Greetings, friends! I’m not going to waste time with more feeble excuses for blog absenteeism. You’ve heard them all. I’m just going to jump back in…
From today’s liturgical readings;
The people of Judah and the citizens of Jerusalem said, “Come, let us contrive a plot against Jeremiah. It will not mean the loss of instruction from the priests, nor of counsel from the wise, nor of messages from the prophets. And so, let us destroy him by his own tongue; let us carefully note his every word.” …
The lectio divina form of prayer seeks a word or phrase that speaks to you, at this moment and place in time. Today, I pondered on these words;
And so, let us destroy him by his own tongue; let us carefully note his every word
In lectio divina words are often taken out of context. They become a springboard for mulling, meditating, praying, and discerning right action. This can be a good thing. A very good thing. But, how often do we take words out of context in order to destroy the character of others?

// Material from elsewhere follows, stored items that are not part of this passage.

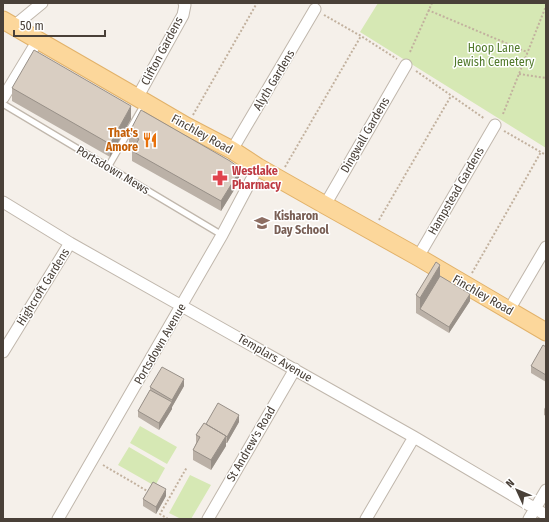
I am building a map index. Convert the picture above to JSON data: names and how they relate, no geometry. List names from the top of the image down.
{
  "streets": {
    "main road": ["Finchley Road"],
    "street": [
      "Clifton Gardens",
      "Alyth Gardens",
      "Dingwall Gardens",
      "Hampstead Gardens",
      "Highcroft Gardens",
      "Portsdown Avenue",
      "Templars Avenue",
      "St Andrew's Road"
    ],
    "lane": ["Portsdown Mews"]
  },
  "crossings": [
    ["Clifton Gardens", "Finchley Road"],
    ["Alyth Gardens", "Finchley Road"],
    ["Finchley Road", "Dingwall Gardens"],
    ["Finchley Road", "Hampstead Gardens"],
    ["Finchley Road", "Portsdown Avenue"],
    ["Portsdown Mews", "Portsdown Avenue"],
    ["Highcroft Gardens", "Templars Avenue"],
    ["Portsdown Avenue", "Templars Avenue"],
    ["Templars Avenue", "St Andrew's Road"]
  ],
  "parks": ["Hoop Lane Jewish Cemetery"],
  "places": {
    "restaurant": ["That's Amore"],
    "pharmacy": ["Westlake Pharmacy"],
    "school or university": ["Kisharon Day School"]
  },
  "scale_bar": "50 m",
  "north": "top left"
}
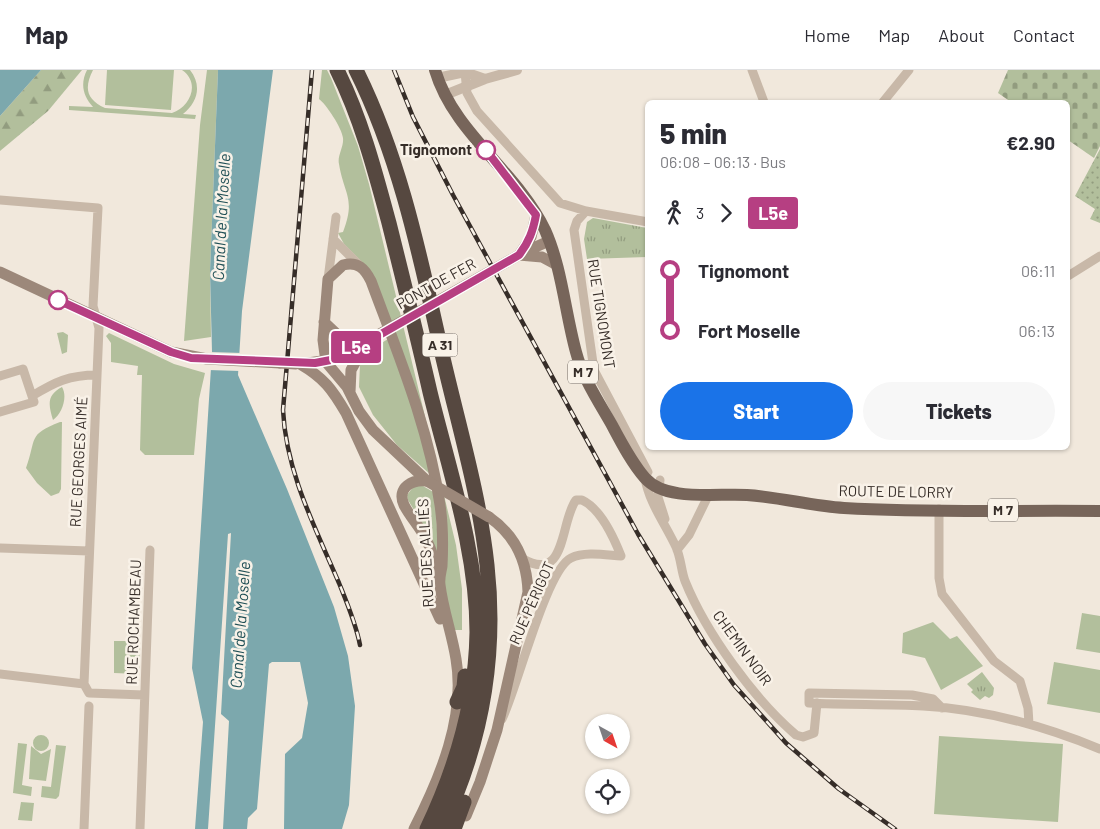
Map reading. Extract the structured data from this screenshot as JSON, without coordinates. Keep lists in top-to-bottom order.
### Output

Taking words out of context and splattering them across news headlines and social media has become the preferred style of journalists, commentators, and bloggers. Others pick up on the energy in discussion boards, giving the words a larger life than intended or a distorted life far removed from the original meaning.
I’m guilty of this. I love to pounce on the latest stupid remark from a person on my “do not like” list whether a political candidate, celebrity, government or church leader. My ears become attuned to the words that fuel my dislike and affirm my righteous anger. I intentionally search them out, and gleefully share them with like-minded souls.
I’ve used this strategy to write many a blog post and column. Mea culpa.
Yet, there are times when words are so stupid that they make context irrelevant. Or, they are repeated so many times by the person that they become fair game for a good rant or a challenging debate. When we realize that the words accurately reflect the person speaking them and these words demean or promote hatred then it is our duty to challenge them.
As with many things in life, it boils down to discernment. And, discernment cannot be rushed. It requires careful pondering and judging before acting. This is especially challenging with instant communications.
For myself, I’m going to try and resist the temptation to pounce on the “headline wagon of the day”. It’s freeing, actually. One of the things that I was finding most stressful with my writing was trying to keep on top of all the issues as they happened. I admire the quick-witted writers who can pound out a thoughtful, meaningful commentary within hours or minutes of an event. I’m not one of them.